Bold New Brain Research in Neuroengineering, Brain-Inspired Design and Individuality

Duke researcher receives one of 16 new awards totaling $13.1 million as part of the National Science Foundation’s support for integrative, fundamental brain research and The BRAIN Initiative

How does sleep affect individual memories? How do brain cells connect to form meaningful networks? How is a word like “chair” conceptualized in the mind?

To support potentially transformative research in neural and cognitive systems, the National Science Foundation (NSF) has awarded 16 grants to multidisciplinary teams from across the U.S., including Duke University’s Yiyang Gong.

Each award brings together scientists and engineers from diverse fields to investigate a brain-related mystery. The awards fall within two themes: neuroengineering and brain-inspired concepts and designs, and individuality and variation. Each provides up to $1 million over two-to-four years.

“These new projects will explore big, exciting ideas in neuroscience, to push hard against the boundaries of what we know,” said Betty Tuller, NSF program director in the Social, Behavioral and Economic Sciences Directorate, who will help oversee the awards.

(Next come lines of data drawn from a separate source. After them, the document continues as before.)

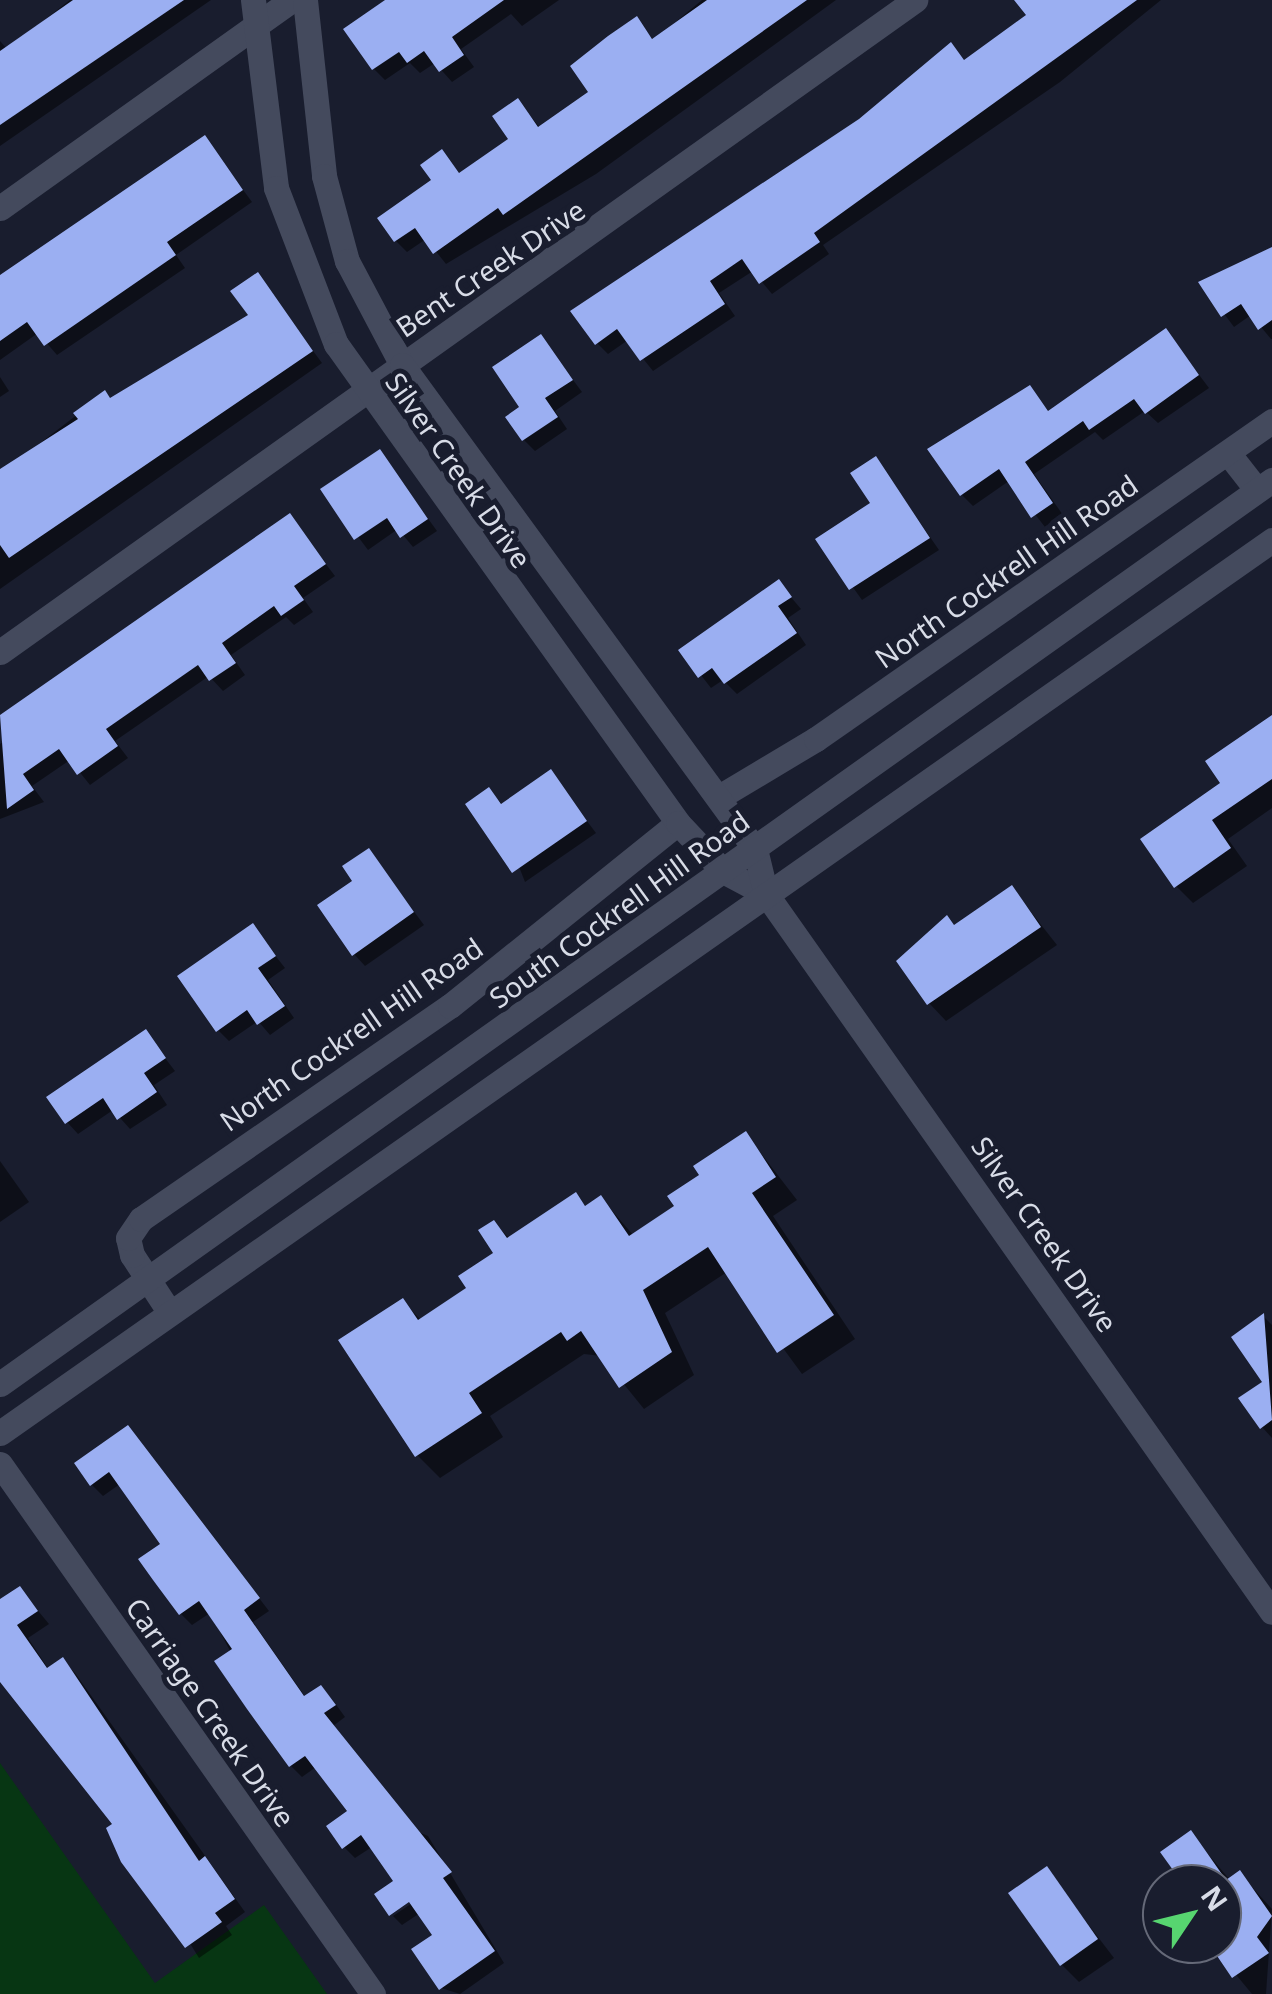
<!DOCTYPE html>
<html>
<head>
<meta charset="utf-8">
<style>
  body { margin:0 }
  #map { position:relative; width:1272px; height:1994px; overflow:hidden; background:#191d2e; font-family:"Noto Sans",sans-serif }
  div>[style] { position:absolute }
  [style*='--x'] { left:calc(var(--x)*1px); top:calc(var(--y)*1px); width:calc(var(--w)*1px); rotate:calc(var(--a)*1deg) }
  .green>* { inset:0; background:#073613 }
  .shadow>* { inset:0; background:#0007 }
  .building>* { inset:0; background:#9baff2 }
  .minor>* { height:25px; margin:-12.5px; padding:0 12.5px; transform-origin:12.5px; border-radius:12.5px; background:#444a5d }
  .tertiary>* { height:25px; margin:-12.5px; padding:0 12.5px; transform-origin:12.5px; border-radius:12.5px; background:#444a5d }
  .secondary>* { height:25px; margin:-12.5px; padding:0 12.5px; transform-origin:12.5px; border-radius:12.5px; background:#444a5d }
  span { translate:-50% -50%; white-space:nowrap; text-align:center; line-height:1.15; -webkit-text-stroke:10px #191d2e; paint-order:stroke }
  .street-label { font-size:28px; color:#d8dce7 }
  .north { position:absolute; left:1142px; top:1864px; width:100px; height:100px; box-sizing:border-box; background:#191d2e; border:2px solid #656978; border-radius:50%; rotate:55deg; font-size:28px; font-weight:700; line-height:40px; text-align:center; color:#d8dce7 }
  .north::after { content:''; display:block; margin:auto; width:35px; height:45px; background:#57d570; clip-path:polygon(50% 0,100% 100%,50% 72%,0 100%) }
</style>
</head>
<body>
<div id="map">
  <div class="green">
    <div style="clip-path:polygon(0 1763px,155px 1983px,264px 1905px,327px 1994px,0 1994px)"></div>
  </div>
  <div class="shadow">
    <div style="clip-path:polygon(70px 0,211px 0,0 146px,0 41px,7px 49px)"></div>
    <div style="clip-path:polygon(389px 0,559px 0,522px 26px,511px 14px,461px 49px,474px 67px,452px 82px,435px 63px,420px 73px,410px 63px,385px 80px,374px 69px,347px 29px)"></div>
    <div style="clip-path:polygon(702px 0,836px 0,596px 174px,446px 264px,426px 239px,407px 252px,396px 241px,381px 218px,434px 181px,442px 153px,461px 175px,512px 140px,518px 101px,541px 129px,592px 93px,636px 20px,654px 40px)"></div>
    <div style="clip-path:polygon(1017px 0,1161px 0,1060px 82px,823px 245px,829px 254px,772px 294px,753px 271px,719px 293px,735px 316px,653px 371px,628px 340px,608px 354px,597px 343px,951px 45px,966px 62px,1029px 16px)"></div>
    <div style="clip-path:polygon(205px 138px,252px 202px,176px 255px,185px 268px,57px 355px,38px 333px,0 360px,0 276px)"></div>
    <div style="clip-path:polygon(1272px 250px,1272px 339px,1271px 339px,1251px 315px,1234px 327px,1201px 283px)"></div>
    <div style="clip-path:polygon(257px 275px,322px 363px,0 589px,0 474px,104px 394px,111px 401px,251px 316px)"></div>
    <div style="clip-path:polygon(1166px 331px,1209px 388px,1158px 423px,1145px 411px,1103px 440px,1095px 432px,1034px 474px,1063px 515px,1045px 527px,1009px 481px,973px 506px,962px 495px,1030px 388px,1050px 413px)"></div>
    <div style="clip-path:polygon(541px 337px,582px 392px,555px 411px,567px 429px,535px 451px,524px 440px,523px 408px)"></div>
    <div style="clip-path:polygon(0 377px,9px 391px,0 397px)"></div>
    <div style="clip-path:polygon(380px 452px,437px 531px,413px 547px,398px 529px,368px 550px,323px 490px)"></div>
    <div style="clip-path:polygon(876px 459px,939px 550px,862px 600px,819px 540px,873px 504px)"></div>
    <div style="clip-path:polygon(289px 516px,335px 576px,303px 598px,313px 612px,294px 625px,286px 617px,231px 655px,245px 675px,223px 691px,209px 676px,115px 741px,128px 758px,90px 785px,70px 760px,32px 786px,44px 802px,0 819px,0 744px)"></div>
    <div style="clip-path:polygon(779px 583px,801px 609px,788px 618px,806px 645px,737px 694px,723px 680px,711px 688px,682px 651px)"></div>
    <div style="clip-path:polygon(1272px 718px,1272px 808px,1228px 839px,1247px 866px,1193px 903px,1176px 886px,1223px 784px)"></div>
    <div style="clip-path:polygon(550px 772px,596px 833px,525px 882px,489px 790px,503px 805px)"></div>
    <div style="clip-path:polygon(369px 851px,424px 925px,365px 966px,354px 954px,356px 881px)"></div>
    <div style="clip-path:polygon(1012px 888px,1057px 945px,946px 1021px,929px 1003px,956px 927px)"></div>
    <div style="clip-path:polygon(252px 926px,285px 968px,268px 980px,294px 1018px,270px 1035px,258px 1021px,229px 1041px,218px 1030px)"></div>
    <div style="clip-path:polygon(145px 1032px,175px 1071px,154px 1085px,167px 1105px,130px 1129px,113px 1110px,78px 1134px,67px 1122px)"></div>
    <div style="clip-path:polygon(746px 1134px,797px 1200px,773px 1216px,855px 1339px,802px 1374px,727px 1272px,665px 1313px,694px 1375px,644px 1409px,601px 1356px,584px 1354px,490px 1416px,503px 1437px,440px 1478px,417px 1455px,402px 1301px,422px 1321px,470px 1289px,496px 1253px,494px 1223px,510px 1239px,575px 1196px,587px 1207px,601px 1198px,634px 1236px,678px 1207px)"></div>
    <div style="clip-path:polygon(0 1161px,29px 1202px,0 1222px)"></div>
    <div style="clip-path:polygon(1264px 1317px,1272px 1325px,1272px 1438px,1262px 1427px)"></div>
    <div style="clip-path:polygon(128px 1428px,269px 1611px,253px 1622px,306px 1698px,321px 1688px,332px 1699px,345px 1717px,333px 1726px,411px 1829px,428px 1836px,504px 1963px,460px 1994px,441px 1988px,435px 1935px,420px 1913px,402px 1925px,393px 1916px,421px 1897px,372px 1847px,355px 1858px,344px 1847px,350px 1812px,316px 1767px,302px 1777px,291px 1766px,210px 1613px,192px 1625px,181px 1614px,163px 1545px,120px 1484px,103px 1496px,92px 1485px)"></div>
    <div style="clip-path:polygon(20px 1589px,49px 1624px,28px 1638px,49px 1670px,63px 1660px,75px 1673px,245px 1912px,226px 1926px,232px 1935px,199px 1958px,116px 1824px,0 1674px,0 1602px)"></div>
    <div style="clip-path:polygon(1191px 1834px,1230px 1880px,1240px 1874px,1272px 1909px,1266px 1994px,1252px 1994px,1218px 1953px,1203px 1963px,1184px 1944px,1222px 1944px,1222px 1884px,1183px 1884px)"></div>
    <div style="clip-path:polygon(1046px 1869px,1114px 1958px,1079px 1982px,1062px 1965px)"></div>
    <div style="clip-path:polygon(1162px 1899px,1162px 1914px,1155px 1904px)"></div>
  </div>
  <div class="building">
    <div style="clip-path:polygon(73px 0,184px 0,0 125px,0 51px)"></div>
    <div style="clip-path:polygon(385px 0,504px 0,452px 37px,464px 55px,439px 72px,424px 51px,407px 63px,399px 52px,372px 70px,343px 29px)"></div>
    <div style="clip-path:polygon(707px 0,807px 0,503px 215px,498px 208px,433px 254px,415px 228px,394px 242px,377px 218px,431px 180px,420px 165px,442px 149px,459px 173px,508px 139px,492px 116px,518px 98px,538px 127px,588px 92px,570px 66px,608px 36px,637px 16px,652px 39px)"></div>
    <div style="clip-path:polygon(1014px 0,1137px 0,814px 233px,820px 242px,759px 284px,742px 259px,710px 281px,725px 304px,640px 361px,617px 329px,595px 345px,570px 311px,859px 119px,951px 42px,964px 60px,1026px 15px)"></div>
    <div style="clip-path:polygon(205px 135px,243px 190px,167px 242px,176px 255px,44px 346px,27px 322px,0 341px,0 275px)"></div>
    <div style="clip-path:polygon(1272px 247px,1272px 320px,1258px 330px,1241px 304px,1221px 317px,1198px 282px)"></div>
    <div style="clip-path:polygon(258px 272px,313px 351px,9px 558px,0 545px,0 469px,78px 419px,73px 413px,105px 390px,110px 398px,248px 315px,230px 291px)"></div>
    <div style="clip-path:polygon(1166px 328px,1199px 375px,1145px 414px,1134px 399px,1089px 430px,1083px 421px,1025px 462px,1053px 503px,1031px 518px,999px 469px,960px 496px,927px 449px,1030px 385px,1048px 411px)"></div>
    <div style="clip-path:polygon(541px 334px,573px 380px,545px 398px,558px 417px,522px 441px,505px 417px,519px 407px,492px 367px)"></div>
    <div style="clip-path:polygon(380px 449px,428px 519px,400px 538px,387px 518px,354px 540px,320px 489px)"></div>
    <div style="clip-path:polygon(876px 456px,930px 538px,849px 590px,815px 539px,870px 503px,850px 473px)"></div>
    <div style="clip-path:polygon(290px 513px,326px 564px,294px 586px,304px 600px,281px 616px,274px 606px,222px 643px,236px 663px,209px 681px,198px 665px,106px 729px,118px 746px,77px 775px,59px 749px,23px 774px,34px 790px,7px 809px,0 715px)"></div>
    <div style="clip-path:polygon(779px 579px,792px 597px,778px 606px,797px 633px,724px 684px,712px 668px,698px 678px,678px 650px)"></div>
    <div style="clip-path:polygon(1272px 715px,1272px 779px,1212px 820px,1231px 848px,1174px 888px,1140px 839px,1220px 783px,1205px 761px)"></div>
    <div style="clip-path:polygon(551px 769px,587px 821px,512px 873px,465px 804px,489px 787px,501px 804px)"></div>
    <div style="clip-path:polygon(369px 848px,414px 912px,352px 956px,317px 905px,352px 881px,342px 866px)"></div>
    <div style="clip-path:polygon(1012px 885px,1041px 927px,927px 1005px,896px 961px,947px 915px,954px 925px)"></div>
    <div style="clip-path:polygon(253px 923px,276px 956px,258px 968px,285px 1006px,257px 1025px,247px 1010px,216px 1032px,177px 976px)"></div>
    <div style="clip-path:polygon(146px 1029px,166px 1058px,144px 1073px,157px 1092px,117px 1120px,103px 1098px,65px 1124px,46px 1097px)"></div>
    <div style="clip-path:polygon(746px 1131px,776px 1177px,752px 1193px,834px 1315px,777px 1353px,708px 1247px,643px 1290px,672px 1352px,619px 1388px,581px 1331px,567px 1341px,561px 1332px,469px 1393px,482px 1413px,415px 1457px,338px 1340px,403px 1298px,418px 1320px,466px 1288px,458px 1276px,493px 1253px,478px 1230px,494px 1220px,507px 1238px,576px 1192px,585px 1206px,601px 1195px,629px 1236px,674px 1206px,667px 1196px,699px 1175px,693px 1166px)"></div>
    <div style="clip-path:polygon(1264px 1313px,1272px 1420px,1260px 1429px,1238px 1398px,1262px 1382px,1231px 1337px)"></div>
    <div style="clip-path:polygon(128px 1425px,260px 1598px,244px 1610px,304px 1696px,321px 1685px,336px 1705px,324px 1713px,452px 1872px,443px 1878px,495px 1951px,439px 1990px,411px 1949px,432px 1935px,409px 1902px,389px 1916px,374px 1894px,393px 1881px,361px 1835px,342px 1849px,326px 1826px,347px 1811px,305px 1756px,289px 1767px,247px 1709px,214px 1661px,232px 1649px,199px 1601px,179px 1615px,153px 1580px,138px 1559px,160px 1544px,109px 1472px,90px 1486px,74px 1463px)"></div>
    <div style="clip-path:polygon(20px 1586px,38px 1611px,17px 1625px,47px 1668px,63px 1657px,199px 1861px,205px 1856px,235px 1899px,215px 1913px,222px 1922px,185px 1948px,121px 1862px,106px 1828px,112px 1824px,0 1682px,0 1599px)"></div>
    <div style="clip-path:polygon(1191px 1830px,1226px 1880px,1240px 1870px,1272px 1916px,1257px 1937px,1269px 1953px,1232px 1978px,1209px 1944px,1222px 1944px,1222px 1884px,1183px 1884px,1160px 1852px)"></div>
    <div style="clip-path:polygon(1047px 1866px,1098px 1939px,1060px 1966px,1008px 1893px)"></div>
  </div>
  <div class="minor">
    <div style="--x:0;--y:208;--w:359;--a:-35.5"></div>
    <div style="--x:1228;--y:453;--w:47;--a:51.9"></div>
    <div style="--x:0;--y:652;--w:1124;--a:-35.47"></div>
    <div style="--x:719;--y:797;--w:113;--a:-30.9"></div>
    <div style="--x:816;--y:739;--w:556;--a:-34.89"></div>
    <div style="--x:766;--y:894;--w:878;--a:54.83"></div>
    <div style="--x:170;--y:1313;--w:69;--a:-123.2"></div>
    <div style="--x:132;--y:1255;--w:17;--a:-103"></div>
    <div style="--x:128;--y:1238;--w:23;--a:-56"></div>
    <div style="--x:141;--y:1219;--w:375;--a:-34.6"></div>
    <div style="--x:450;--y:1006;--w:292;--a:-38.8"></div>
    <div style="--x:0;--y:1464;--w:648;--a:54.86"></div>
  </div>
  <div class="tertiary">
    <div style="--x:253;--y:0;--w:189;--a:83"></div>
    <div style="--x:276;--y:188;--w:167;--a:69"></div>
    <div style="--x:336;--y:344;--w:589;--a:54.47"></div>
    <div style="--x:678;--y:823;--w:66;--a:46.8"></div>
    <div style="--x:723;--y:871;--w:49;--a:28.1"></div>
    <div style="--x:305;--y:0;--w:177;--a:83.8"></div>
    <div style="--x:324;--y:176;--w:88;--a:74.9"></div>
    <div style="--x:347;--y:261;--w:118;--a:62.1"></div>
    <div style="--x:402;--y:365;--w:599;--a:53.9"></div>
    <div style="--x:755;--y:849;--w:46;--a:76.3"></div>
  </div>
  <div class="secondary">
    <div style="--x:0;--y:1384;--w:1561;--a:-35.4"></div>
    <div style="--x:0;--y:1433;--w:1554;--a:-35.07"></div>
  </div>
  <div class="street-label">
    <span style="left:490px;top:268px;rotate:-34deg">Bent Creek Drive</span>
    <span style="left:459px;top:470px;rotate:55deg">Silver Creek Drive</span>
    <span style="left:1006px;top:571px;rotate:-35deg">North Cockrell Hill Road</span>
    <span style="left:619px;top:909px;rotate:-36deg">South Cockrell Hill Road</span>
    <span style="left:351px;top:1034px;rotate:-35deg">North Cockrell Hill Road</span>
    <span style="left:1045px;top:1234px;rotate:55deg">Silver Creek Drive</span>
    <span style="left:211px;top:1712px;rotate:55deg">Carriage Creek Drive</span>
  </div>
  <div class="north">N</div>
</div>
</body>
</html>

Gong’s research project is titled, “Real-time optical readout and control of population neural activity with cellular resolution.”

Understanding neural function requires examining specific subsets of the vast numbers of neurons in the brain. Recently developed optogenetics tools, such as optogenetic stimulation and calcium imaging, deliver engineered genes to targeted neural populations and use light to manipulate or measure neural activity.  

However, current optogenetic tools lack the spatiotemporal resolution to causally study many individual neurons in parallel on fast time scales. Gong’s project will try to integrate the design and implementation of optical and genetic tools to greatly refine the scale of investigating neural activity. The end goal is to allow researchers to directly explore how neural activity patterns of many individual neurons in one brain region drive downstream neural activity.